Mind Performance Hacks: Tips and Tools for Overclocking Your Brain is a self-help book using psychology and mnemonic techniques to improve thinking skills such as memory, creativity, mental math, and other cognitive abilities by Ron Hale-Evans, who wrote and researched approximately 80% of the book material. It is also notable in its use of Perl programming scripts to supplement a few of the hacks. Inspired by the Mentat Wiki, also created by Ron Hale-Evans, the book was published by O'Reilly Media in February 2006 as part of the O'Reilly Hacks series. It is considered an unofficial sequel to the earlier Mind Hacks.

Content 

Chapter 1 - Memory
Includes detailed instruction on how to memorize lists of items, mnemonic techniques to remember large amounts of data, and retrieving memories.

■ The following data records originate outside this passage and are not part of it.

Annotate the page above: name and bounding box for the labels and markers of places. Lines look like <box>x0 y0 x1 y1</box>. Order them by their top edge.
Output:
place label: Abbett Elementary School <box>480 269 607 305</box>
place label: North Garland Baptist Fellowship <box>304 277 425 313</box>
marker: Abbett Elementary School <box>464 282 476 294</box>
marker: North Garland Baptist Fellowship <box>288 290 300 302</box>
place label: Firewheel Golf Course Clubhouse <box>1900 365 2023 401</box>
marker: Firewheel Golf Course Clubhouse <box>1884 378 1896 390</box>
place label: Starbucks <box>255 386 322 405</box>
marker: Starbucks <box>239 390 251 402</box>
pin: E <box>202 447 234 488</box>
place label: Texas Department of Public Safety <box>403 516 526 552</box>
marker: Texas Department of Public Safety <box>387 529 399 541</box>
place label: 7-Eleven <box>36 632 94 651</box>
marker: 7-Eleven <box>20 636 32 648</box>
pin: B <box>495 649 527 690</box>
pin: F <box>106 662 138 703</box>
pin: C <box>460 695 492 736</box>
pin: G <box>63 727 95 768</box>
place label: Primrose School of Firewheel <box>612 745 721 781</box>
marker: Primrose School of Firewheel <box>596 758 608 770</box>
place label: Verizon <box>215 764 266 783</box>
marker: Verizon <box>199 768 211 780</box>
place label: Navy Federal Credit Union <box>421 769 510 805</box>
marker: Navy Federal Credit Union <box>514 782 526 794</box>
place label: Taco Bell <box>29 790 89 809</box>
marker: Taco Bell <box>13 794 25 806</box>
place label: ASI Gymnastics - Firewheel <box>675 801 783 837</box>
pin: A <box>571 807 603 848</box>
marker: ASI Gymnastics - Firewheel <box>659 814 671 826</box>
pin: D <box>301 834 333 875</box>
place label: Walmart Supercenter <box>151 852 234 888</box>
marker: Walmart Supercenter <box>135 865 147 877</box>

Chapter 2 - Information Processing
Includes how to capture creative ideas, mapping your thoughts, and managing mental clutter.

Chapter 3 - Creativity
Includes brainstorming ideas, working with constraints, memetics, dream recall, and other creativity enhancers.

Chapter 4 - Math
How to perform mental arithmetic, and performing large calculations without a calculator.

Chapter 5 - Decision Making
How to foresee important problems, figuring out dominant strategies, and when it's safe to roll the dice.

Chapter 6 - Communication
Overcoming stage fright, learning artificial languages,  and more ideas on effective communicating.

Chapter 7 - Clarity
Includes recognizing and controlling complex emotions, avoiding cognitive distortions, and using meditation and hypnosis.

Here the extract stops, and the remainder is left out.